Secondo Minissale, gli investigatori hanno registrato numerose comunicazioni attraverso social network e piattaforme alternative ai canali tradizionali, modalità ritenute funzionali a eludere eventuali controlli. «Sono emersi comportamenti che andavano oltre la normale dialettica tra pubblico e privato», ha aggiunto.
Tra gli episodi ricostruiti anche quello relativo a un controllo della Guardia di Finanza negli uffici comunali. In quell’occasione, secondo gli investigatori, il tecnico coinvolto avrebbe avvisato preventivamente la parte privata permettendole di predisporre documentazione che in quel momento sarebbe risultata carente.

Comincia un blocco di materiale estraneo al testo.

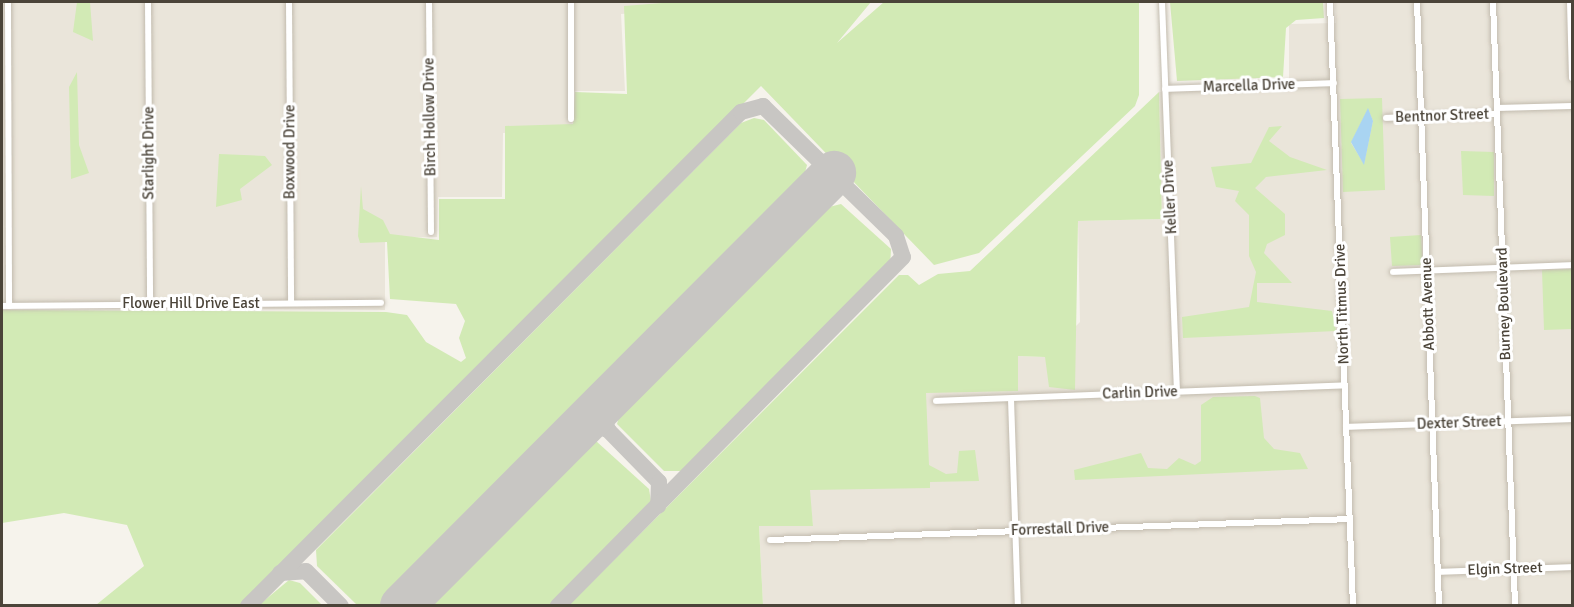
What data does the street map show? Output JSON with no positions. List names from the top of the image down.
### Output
{
  "streets": {
    "street": [
      "Marcella Drive",
      "Bentnor Street",
      "Birch Hollow Drive",
      "Boxwood Drive",
      "Starlight Drive",
      "Keller Drive",
      "Flower Hill Drive East",
      "North Titmus Drive",
      "Abbott Avenue",
      "Burney Boulevard",
      "Carlin Drive",
      "Dexter Street",
      "Forrestall Drive",
      "Elgin Street"
    ]
  },
  "crossings": [
    ["Marcella Drive", "Keller Drive"],
    ["Marcella Drive", "North Titmus Drive"],
    ["Bentnor Street", "Abbott Avenue"],
    ["Bentnor Street", "Burney Boulevard"],
    ["Boxwood Drive", "Flower Hill Drive East"],
    ["Starlight Drive", "Flower Hill Drive East"],
    ["Keller Drive", "Carlin Drive"],
    ["North Titmus Drive", "Carlin Drive"],
    ["North Titmus Drive", "Dexter Street"],
    ["North Titmus Drive", "Forrestall Drive"],
    ["Abbott Avenue", "Dexter Street"],
    ["Abbott Avenue", "Elgin Street"],
    ["Burney Boulevard", "Dexter Street"],
    ["Burney Boulevard", "Elgin Street"]
  ]
}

Minissale ha inoltre evidenziato come all’interno degli uffici comunali vi fossero anche funzionari che «si attenevano scrupolosamente alle regole», ma che sarebbero stati ostacolati dall’indagato principale. «Questo dà l’idea di un sistema consolidato nel tempo», ha concluso il dirigente della Squadra Mobile.
L’inchiesta resta aperta. La Procura ha confermato ulteriori approfondimenti sul settore grandi opere e lavori pubblici del Comune di Reggio Calabria, mentre il gip ha disposto anche il sequestro preventivo delle società coinvolte, ritenute strumentali rispetto alle presunte attività corruttive contestate.